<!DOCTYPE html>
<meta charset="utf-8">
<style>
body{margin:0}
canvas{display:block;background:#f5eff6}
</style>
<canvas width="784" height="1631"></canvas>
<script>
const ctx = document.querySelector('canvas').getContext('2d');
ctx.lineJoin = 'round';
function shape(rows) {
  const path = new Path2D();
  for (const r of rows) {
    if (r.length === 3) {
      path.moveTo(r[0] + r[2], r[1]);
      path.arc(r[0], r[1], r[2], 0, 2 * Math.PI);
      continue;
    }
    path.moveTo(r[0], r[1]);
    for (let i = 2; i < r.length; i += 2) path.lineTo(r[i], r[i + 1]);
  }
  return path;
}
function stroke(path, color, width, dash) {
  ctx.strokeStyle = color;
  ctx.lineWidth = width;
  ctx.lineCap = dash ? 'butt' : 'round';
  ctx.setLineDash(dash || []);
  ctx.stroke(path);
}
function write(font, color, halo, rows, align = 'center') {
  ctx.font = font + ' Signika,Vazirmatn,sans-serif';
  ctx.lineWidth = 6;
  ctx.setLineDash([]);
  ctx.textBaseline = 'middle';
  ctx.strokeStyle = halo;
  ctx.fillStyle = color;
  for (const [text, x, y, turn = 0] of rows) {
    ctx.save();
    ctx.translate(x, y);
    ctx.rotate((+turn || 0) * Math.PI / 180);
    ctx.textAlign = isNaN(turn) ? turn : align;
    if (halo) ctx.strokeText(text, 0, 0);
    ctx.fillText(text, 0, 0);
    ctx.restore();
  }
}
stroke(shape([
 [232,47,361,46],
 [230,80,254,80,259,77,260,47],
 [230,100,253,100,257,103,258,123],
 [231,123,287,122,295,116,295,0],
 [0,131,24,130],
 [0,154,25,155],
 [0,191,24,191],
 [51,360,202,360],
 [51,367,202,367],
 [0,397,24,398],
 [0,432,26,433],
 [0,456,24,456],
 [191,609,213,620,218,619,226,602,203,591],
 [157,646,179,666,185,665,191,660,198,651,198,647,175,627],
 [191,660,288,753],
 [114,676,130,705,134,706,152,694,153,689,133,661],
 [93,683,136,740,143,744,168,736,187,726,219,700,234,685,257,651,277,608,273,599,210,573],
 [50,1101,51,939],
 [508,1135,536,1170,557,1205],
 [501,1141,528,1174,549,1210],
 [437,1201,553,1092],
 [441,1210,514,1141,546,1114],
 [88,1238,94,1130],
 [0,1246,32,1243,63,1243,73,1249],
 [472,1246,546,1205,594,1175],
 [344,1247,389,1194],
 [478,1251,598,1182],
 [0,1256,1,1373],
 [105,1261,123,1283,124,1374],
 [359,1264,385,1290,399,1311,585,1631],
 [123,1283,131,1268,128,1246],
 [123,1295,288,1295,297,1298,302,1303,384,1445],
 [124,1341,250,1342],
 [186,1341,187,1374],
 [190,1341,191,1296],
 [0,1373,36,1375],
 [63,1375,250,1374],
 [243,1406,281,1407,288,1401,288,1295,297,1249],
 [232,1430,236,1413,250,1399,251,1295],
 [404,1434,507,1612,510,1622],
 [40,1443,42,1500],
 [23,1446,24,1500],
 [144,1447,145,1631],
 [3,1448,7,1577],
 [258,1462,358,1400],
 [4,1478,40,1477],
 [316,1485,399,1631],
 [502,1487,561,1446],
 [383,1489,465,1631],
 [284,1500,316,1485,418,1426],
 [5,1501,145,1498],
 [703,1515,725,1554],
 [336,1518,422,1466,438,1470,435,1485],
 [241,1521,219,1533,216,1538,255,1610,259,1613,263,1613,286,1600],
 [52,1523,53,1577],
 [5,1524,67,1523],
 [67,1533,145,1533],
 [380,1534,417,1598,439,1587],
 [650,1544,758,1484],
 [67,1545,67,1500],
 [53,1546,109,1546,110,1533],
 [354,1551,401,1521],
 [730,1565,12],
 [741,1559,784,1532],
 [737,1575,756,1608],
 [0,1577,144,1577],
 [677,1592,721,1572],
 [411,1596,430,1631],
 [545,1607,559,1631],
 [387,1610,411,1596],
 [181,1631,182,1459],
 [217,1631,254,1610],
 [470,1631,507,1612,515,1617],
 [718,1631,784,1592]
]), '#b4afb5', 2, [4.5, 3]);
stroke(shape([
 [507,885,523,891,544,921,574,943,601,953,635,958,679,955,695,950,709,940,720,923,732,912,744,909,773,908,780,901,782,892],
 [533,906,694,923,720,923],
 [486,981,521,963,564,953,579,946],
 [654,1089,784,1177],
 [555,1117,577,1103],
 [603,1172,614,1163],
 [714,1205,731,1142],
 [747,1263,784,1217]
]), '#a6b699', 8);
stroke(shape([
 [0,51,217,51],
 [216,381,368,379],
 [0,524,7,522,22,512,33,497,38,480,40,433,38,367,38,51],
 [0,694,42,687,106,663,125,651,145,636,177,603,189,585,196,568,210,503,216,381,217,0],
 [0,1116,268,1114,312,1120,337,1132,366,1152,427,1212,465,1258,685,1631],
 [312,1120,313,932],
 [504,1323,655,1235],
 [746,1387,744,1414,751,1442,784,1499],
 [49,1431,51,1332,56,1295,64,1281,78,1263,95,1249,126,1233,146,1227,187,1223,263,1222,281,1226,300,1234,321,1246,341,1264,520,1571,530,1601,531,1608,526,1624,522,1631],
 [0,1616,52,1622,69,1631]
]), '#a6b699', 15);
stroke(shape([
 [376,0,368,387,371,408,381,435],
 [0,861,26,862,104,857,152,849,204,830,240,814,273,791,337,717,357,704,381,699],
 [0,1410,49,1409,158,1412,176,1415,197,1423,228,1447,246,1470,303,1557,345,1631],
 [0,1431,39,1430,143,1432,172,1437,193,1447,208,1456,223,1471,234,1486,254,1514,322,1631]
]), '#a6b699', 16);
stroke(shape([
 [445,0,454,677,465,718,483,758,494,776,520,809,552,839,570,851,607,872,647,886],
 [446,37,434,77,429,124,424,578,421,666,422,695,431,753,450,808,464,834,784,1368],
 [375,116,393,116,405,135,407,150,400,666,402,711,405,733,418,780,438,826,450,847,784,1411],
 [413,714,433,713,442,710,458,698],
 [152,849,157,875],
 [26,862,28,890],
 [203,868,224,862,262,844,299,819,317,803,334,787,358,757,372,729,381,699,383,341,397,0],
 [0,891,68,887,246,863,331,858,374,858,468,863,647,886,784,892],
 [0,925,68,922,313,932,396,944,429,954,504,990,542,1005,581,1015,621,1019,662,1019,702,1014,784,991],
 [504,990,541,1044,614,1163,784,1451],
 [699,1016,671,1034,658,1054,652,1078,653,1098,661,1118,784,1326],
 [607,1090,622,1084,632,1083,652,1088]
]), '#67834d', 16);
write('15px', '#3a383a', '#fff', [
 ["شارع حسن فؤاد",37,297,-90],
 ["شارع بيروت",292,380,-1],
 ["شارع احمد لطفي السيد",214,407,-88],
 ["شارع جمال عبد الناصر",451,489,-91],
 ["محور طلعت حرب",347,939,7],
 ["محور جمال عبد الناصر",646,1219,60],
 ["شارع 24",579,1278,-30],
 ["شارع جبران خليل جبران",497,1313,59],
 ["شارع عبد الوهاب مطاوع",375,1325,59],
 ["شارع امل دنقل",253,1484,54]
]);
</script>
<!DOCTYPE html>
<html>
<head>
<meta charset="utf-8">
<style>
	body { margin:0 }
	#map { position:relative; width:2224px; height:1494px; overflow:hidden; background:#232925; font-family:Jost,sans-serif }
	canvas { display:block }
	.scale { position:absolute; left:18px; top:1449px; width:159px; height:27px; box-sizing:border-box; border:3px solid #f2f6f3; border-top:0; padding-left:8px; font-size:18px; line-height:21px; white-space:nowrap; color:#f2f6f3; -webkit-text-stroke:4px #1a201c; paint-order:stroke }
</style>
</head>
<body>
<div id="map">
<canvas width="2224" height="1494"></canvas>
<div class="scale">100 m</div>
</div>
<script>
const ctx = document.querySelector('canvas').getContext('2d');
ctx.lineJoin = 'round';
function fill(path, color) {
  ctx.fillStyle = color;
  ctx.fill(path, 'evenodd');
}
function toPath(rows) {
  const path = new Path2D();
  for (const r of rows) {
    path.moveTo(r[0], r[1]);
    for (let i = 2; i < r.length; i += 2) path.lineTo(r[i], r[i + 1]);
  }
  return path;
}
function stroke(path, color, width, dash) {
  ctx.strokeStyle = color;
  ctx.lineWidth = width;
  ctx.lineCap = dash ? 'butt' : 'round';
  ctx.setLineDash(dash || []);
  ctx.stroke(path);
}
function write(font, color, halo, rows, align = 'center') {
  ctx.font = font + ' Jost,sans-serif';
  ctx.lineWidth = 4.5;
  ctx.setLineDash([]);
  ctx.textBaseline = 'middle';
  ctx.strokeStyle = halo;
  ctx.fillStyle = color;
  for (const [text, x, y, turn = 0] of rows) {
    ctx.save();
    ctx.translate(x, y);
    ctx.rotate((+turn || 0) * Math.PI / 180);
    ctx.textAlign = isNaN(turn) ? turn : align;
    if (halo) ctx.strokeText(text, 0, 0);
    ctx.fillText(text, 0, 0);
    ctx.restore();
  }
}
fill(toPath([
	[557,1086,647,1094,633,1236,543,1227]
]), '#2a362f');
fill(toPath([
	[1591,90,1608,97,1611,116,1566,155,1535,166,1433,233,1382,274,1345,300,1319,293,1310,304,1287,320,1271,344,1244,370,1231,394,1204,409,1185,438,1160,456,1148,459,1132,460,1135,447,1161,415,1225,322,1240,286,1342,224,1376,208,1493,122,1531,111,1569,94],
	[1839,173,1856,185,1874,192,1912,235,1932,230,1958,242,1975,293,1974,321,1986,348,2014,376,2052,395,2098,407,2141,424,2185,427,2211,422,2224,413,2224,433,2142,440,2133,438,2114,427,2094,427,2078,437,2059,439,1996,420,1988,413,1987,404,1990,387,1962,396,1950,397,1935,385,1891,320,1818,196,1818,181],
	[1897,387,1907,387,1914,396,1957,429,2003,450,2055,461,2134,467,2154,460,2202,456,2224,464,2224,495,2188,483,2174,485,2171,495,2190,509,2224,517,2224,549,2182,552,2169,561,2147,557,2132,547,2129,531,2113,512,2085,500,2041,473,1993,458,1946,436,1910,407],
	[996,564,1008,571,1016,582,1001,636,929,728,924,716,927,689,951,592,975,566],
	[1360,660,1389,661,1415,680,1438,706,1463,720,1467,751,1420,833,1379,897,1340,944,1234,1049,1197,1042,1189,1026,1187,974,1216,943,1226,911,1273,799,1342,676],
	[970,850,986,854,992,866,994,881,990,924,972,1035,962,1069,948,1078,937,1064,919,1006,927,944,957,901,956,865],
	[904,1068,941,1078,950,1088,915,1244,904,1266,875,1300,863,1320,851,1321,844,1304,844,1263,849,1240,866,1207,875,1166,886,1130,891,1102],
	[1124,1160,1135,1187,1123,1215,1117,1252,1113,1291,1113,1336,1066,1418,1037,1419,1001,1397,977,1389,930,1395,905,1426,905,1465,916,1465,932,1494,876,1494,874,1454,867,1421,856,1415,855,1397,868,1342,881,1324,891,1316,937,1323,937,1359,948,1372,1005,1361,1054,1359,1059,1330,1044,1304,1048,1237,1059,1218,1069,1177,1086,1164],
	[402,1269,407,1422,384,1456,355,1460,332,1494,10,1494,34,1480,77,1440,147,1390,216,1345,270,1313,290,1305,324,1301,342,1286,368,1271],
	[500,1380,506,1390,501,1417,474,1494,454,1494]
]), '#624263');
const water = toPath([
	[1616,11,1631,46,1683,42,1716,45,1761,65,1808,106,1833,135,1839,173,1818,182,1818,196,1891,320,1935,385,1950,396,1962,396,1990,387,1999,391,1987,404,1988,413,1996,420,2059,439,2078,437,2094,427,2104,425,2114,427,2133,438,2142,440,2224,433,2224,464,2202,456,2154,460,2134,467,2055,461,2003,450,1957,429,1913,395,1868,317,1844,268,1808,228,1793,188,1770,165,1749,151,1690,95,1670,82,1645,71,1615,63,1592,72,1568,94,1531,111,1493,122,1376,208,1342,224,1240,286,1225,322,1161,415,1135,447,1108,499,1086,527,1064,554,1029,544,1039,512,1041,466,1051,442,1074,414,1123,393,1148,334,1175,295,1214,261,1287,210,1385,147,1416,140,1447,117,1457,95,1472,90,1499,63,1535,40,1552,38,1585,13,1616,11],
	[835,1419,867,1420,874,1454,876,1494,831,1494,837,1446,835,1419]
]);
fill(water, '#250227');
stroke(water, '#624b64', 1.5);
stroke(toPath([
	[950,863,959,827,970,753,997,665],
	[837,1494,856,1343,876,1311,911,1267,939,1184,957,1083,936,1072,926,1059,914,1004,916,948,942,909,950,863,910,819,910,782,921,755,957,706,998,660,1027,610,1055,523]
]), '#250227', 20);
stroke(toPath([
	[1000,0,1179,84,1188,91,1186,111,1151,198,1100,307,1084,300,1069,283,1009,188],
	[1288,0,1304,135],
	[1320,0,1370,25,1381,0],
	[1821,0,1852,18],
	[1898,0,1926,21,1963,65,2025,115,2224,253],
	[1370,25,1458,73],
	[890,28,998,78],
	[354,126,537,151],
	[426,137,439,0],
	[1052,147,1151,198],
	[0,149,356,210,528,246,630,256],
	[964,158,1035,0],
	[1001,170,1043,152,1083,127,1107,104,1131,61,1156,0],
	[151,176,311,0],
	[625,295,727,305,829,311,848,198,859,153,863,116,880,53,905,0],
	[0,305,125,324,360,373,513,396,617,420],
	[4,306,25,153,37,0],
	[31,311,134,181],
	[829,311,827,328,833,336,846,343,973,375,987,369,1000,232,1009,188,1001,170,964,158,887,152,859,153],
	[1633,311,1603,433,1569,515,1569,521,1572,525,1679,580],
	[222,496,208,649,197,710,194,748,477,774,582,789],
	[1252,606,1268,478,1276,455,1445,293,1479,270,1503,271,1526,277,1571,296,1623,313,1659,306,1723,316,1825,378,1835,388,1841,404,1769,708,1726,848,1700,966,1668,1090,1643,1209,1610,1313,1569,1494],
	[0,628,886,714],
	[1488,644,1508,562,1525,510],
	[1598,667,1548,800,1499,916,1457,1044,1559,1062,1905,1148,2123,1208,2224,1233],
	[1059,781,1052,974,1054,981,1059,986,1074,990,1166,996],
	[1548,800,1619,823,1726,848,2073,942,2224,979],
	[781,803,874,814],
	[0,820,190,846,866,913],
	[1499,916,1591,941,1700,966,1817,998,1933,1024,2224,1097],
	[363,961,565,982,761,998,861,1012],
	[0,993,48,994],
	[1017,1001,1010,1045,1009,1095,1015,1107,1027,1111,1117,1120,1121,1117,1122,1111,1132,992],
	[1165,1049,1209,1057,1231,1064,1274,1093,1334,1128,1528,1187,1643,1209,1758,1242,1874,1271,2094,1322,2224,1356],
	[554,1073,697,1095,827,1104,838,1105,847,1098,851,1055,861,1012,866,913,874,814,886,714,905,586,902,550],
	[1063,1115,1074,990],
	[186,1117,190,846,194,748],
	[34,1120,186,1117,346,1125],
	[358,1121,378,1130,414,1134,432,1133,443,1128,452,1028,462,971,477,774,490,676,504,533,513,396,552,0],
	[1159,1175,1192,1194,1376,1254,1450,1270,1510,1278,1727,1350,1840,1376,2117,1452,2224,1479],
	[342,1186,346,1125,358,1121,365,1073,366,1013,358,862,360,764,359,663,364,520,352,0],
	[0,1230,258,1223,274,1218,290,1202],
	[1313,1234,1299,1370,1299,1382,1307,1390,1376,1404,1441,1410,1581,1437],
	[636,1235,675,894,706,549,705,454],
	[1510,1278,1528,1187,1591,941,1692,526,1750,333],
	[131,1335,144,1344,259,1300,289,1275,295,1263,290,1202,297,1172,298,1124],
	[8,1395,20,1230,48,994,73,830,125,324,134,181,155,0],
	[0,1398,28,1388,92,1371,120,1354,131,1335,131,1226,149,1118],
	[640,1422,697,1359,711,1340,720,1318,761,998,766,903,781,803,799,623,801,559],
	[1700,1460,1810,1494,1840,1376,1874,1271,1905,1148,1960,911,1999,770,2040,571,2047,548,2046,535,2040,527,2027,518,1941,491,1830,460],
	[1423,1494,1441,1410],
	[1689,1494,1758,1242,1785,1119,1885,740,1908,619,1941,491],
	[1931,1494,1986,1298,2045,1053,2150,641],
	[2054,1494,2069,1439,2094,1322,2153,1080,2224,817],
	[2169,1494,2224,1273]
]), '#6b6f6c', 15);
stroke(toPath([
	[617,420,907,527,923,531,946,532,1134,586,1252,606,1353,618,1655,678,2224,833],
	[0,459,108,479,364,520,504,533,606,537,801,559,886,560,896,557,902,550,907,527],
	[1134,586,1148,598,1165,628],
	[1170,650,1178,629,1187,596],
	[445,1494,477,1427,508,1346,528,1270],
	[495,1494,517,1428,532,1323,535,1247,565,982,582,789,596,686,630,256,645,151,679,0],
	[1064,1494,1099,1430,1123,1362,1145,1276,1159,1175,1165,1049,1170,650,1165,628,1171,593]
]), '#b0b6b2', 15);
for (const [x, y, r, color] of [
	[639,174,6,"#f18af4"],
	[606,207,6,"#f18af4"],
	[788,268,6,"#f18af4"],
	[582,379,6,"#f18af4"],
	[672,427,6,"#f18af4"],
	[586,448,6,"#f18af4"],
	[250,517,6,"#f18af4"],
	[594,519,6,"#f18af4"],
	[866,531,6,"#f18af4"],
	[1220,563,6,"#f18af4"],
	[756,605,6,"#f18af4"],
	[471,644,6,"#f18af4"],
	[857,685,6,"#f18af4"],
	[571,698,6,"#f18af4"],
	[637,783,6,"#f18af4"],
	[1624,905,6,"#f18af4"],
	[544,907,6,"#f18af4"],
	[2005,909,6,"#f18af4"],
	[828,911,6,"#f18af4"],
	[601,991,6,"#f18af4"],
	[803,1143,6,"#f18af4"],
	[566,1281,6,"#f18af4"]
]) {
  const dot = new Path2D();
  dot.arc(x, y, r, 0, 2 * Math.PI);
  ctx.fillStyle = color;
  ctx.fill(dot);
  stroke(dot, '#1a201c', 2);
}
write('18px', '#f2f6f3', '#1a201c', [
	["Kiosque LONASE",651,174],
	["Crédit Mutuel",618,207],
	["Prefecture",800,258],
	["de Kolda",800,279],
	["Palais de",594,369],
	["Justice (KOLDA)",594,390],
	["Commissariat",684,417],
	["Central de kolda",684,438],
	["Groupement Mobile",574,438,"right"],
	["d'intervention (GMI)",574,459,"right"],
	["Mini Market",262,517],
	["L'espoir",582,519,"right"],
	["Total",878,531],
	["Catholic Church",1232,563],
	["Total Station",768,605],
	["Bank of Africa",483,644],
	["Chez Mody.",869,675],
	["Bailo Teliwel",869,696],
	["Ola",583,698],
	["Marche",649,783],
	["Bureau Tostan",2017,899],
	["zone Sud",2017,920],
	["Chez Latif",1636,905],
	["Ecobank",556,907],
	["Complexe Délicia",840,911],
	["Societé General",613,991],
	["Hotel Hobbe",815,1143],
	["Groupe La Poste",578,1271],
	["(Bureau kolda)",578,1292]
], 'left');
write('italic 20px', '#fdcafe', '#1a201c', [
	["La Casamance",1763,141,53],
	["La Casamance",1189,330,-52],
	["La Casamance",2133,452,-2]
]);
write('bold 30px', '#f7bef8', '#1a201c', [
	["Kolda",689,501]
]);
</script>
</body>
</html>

# # # # #

- WORK INSTRUCTION -
From the entries above, copy every line containing the word "lineWidth".

- OUTPUT OF THE TASK -
  ctx.lineWidth = width;
  ctx.lineWidth = 6;
  ctx.lineWidth = width;
  ctx.lineWidth = 4.5;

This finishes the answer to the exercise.